━━ Given data ━━

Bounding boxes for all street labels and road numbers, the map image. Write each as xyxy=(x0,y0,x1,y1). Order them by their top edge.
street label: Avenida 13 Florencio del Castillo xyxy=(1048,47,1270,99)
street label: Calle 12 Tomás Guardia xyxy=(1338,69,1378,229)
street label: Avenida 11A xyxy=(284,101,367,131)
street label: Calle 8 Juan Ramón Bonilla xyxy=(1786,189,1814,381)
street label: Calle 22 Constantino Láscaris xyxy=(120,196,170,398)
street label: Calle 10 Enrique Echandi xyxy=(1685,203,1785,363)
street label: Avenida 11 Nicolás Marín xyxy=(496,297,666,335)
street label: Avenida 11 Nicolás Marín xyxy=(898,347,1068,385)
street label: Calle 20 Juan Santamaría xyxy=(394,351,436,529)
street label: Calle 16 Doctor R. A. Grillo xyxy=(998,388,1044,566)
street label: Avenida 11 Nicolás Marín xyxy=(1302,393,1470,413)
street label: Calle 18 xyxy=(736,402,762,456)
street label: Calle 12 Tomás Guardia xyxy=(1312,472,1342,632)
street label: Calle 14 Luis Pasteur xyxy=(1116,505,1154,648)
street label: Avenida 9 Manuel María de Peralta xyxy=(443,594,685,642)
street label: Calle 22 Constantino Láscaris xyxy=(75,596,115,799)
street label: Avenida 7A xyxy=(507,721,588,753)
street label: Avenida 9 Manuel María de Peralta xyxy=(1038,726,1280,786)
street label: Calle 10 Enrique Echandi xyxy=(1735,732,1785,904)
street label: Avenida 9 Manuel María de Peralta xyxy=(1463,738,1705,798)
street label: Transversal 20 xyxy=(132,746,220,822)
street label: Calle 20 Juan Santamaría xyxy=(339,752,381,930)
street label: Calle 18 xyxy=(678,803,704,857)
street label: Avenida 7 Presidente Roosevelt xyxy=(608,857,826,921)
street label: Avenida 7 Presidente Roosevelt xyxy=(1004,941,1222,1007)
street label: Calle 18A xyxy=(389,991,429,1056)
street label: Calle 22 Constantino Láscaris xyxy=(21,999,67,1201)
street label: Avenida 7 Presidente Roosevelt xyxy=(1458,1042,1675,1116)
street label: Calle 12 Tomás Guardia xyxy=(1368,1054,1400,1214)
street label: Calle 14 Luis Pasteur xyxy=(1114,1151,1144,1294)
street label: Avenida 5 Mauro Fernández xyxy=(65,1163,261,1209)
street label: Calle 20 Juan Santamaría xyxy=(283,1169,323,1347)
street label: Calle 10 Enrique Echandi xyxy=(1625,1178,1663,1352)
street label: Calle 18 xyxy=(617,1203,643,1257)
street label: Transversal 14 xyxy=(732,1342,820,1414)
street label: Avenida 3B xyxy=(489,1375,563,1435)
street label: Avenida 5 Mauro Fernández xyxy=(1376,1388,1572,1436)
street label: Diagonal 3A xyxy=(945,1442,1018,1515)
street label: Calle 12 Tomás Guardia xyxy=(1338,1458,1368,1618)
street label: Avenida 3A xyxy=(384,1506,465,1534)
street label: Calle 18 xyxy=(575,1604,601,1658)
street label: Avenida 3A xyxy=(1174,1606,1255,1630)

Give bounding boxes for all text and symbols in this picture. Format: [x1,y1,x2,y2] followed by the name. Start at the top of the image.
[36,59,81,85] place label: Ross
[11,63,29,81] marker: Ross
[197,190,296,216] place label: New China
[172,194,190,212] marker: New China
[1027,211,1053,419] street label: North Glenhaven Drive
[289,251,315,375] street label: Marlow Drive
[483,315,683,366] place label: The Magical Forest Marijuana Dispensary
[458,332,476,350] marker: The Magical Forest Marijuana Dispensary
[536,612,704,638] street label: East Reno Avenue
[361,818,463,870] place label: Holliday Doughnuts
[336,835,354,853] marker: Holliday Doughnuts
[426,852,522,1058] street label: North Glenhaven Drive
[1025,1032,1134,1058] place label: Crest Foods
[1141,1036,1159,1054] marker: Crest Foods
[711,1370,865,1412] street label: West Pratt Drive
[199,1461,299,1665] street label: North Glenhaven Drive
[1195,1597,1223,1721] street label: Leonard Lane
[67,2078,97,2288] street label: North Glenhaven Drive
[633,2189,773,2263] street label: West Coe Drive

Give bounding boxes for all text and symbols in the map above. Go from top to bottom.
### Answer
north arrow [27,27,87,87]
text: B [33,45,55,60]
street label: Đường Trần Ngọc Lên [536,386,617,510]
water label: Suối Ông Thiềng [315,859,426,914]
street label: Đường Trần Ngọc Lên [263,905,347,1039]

━━━

Everything from the line with "Give bounding boxes for all text and symbols in the" to the last line of the data is what to return, word for word; leave out the rest.

Give bounding boxes for all text and symbols in the map above. Go from top to bottom.
### Answer
north arrow [27,27,87,87]
text: B [33,45,55,60]
street label: Đường Trần Ngọc Lên [536,386,617,510]
water label: Suối Ông Thiềng [315,859,426,914]
street label: Đường Trần Ngọc Lên [263,905,347,1039]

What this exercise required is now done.